Baked cheesecake with blackcurrant kissel

Baked cheesecake with blackcurrant kissel

How to Cook Desserts
Peter Cassidy

Of Eastern European origin, kissel can be made with any sour soft fruit and served with rice pudding or ice cream, as well as with a baked cheesecake. It can also be made a little thinner and eaten as a sweet soup. As it is served hot, the kissel needs to be thickened at the last minute, but the blackcurrant juice can be made ahead. You will need a 23cm round springform cake tin.


Quantity Ingredient

For the base

Quantity Ingredient
75g butter
150g digestive biscuits
2 tablespoons caster sugar

For the topping

Quantity Ingredient
6 tablespoons caster sugar
20g cornflour
500g cream cheese
2 teaspoons vanilla extract
4 eggs
200ml double cream

For the kissel

Quantity Ingredient
450g blackcurrants, fresh or frozen
1 orange
1 cinnamon stick
170g caster sugar
2 teaspoons arrowroot


  1. Heat the oven to 200°C. Line the base of the springform tin with greaseproof paper.
  2. Melt the butter for the base and crush the biscuits by placing them in a plastic bag and bashing with a rolling pin (or whiz them briefly in a food processor).

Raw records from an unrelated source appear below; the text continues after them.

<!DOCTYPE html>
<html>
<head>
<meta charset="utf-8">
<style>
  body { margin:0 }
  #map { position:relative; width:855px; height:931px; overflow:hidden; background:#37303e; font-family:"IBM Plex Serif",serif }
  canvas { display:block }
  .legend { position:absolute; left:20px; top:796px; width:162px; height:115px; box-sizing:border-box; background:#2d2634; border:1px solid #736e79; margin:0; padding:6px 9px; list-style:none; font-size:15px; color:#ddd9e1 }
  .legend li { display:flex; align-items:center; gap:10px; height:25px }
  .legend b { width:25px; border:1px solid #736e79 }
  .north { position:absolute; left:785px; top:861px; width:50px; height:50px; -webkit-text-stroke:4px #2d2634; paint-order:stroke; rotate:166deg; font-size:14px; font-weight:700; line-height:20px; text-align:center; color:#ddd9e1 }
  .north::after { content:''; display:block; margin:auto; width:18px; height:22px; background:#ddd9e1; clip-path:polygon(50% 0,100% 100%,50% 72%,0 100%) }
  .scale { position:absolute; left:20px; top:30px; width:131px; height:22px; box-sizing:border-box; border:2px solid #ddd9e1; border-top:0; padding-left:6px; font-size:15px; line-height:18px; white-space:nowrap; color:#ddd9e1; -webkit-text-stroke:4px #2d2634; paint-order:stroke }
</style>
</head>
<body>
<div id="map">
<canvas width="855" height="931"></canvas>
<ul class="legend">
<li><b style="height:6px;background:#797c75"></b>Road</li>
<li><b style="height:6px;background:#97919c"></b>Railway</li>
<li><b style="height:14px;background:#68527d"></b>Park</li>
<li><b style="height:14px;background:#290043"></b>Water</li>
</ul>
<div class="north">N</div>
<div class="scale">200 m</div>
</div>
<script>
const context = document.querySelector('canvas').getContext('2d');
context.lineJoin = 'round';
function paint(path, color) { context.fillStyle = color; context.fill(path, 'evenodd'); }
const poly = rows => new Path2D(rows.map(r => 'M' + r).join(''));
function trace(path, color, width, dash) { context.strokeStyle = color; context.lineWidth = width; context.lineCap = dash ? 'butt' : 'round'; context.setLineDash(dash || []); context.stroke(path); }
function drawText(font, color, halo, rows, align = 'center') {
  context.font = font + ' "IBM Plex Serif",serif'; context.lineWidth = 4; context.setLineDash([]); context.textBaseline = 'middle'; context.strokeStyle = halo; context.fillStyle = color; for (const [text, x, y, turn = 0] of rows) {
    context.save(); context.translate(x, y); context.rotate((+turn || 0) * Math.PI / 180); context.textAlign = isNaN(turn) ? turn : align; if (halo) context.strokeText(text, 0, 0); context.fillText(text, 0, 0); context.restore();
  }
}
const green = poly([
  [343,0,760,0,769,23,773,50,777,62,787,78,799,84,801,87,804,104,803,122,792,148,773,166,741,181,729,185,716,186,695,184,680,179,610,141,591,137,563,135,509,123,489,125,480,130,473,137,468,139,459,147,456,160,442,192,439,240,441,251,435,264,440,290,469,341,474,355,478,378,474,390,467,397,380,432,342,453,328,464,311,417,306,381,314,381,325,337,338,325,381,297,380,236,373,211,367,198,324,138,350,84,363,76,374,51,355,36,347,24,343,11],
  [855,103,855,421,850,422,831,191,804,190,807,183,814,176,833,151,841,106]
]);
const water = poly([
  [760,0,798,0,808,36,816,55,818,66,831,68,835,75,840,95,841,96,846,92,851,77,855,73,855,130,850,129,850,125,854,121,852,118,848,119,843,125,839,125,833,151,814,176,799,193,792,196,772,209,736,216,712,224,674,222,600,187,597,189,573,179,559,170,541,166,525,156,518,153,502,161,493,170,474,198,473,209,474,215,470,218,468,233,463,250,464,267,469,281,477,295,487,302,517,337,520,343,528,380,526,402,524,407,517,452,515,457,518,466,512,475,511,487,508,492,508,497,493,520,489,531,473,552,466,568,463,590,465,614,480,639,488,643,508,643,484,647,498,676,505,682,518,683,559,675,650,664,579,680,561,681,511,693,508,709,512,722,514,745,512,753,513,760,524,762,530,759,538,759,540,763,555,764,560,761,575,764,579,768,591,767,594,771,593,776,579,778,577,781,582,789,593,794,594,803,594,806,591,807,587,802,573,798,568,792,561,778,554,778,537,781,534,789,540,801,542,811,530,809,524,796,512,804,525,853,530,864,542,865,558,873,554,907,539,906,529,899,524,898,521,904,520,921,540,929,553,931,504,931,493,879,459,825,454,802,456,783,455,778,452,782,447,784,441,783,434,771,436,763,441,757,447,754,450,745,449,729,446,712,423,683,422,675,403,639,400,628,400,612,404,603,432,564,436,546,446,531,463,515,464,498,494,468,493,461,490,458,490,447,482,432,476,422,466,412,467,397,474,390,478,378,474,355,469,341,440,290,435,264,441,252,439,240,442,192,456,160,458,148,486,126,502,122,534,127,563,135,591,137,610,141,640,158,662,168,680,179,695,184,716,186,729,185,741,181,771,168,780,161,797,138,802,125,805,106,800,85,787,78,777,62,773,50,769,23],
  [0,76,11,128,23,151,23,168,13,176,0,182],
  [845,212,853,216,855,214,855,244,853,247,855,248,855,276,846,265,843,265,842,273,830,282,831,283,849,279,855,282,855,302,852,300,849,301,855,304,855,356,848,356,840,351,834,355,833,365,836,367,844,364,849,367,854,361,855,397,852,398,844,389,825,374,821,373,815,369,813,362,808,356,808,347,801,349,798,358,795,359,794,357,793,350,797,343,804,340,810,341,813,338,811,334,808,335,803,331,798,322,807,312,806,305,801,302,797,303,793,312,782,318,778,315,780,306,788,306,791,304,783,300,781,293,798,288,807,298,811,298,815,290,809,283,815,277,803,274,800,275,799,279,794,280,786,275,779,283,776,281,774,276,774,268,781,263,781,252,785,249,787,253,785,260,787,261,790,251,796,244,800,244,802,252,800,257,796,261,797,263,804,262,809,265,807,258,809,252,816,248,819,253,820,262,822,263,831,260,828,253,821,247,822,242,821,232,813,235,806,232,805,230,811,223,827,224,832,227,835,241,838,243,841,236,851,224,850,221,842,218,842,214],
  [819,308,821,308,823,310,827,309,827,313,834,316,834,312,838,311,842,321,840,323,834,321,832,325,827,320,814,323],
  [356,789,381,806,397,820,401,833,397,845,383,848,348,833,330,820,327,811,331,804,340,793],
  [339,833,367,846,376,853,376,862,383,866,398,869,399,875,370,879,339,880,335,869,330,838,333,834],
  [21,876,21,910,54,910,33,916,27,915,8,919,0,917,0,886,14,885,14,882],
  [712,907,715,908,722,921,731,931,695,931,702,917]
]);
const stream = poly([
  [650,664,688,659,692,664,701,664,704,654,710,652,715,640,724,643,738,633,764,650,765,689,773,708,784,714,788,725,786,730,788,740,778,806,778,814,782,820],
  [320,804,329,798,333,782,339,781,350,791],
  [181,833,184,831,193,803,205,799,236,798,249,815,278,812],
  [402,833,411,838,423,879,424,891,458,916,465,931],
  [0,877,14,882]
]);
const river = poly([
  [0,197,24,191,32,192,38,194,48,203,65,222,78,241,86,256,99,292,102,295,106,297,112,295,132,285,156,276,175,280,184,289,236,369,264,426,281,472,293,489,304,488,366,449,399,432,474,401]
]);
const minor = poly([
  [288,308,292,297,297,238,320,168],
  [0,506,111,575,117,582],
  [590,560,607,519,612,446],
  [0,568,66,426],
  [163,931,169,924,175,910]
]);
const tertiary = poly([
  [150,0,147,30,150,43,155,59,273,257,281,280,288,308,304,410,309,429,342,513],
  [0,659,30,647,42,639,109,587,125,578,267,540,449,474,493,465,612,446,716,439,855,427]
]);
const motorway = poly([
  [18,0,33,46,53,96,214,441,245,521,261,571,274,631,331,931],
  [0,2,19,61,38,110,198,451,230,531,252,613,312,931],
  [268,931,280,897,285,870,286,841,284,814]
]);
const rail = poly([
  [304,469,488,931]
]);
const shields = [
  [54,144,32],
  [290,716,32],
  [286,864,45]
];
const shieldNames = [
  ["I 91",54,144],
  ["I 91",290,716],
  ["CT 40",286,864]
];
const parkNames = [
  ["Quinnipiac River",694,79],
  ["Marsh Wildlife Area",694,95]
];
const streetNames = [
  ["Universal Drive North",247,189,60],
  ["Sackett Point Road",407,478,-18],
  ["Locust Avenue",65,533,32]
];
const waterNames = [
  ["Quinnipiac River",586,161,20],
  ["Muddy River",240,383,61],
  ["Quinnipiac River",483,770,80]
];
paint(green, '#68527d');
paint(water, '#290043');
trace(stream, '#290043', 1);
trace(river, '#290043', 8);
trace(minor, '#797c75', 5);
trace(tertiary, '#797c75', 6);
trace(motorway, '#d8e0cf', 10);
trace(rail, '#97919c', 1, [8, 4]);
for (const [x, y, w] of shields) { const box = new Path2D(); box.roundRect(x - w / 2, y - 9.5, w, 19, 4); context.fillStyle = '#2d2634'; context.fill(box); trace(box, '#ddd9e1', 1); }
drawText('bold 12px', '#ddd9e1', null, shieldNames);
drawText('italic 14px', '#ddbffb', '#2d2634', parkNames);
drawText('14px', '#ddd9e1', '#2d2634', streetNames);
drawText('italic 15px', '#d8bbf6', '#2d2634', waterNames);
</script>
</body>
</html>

Transfer to a bowl and stir in the melted butter and the sugar. Press this mixture into the base of the prepared tin. Bake in the oven for 10–15 minutes, then remove and leave to cool.
  3. Reduce the oven temperature to 150°C. For the topping, put 4 tbsp of the sugar with the cornflour into a mixing bowl and, using a wooden spoon, beat in the cream cheese and vanilla.
  4. Separate the eggs into 2 medium bowls. Beat the yolks into the cream cheese mixture along with the cream.
  5. Whisk the egg whites to medium peaks. Whisk in the remaining 2 tbsp sugar, then carefully fold into the cream cheese mixture, using a large metal spoon or spatula.
  6. Pour the mixture over the cooled biscuit base and bake in the lower half of the oven for 45–60 minutes until the topping has just set; it should have a slight uniform wobble.
  7. Meanwhile, to make the kissel, wash the blackcurrants and remove the stalks, if necessary. Finely grate the orange zest and squeeze the juice. Place the blackcurrants, zest and juice in a medium saucepan with the cinnamon and most of the sugar. Add enough water to come just to the top of the fruit and simmer gently for 20 minutes, or until the fruit is soft.
  8. Remove the cinnamon and press the fruit and juice through a sieve, discarding the seeds and skin from the sieve. Return the sieved juices to the pan. Taste and add more sugar if necessary.
  9. Once the cheesecake has cooled and is ready to serve, bring the pan of blackcurrant syrup to the boil. Mix the arrowroot with a little cold water in a small bowl to make a smooth paste. Add a ladleful of the hot blackcurrant syrup to the arrowroot and mix thoroughly, then add the arrowroot mixture back into the fruit syrup and stir well. Bring to the boil, stirring, while the mixture thickens. Remove from the heat as soon as it has boiled as, unlike flour, arrowroot should not be simmered.
  10. Serve the cheesecake in slices, with some warm kissel poured over each slice.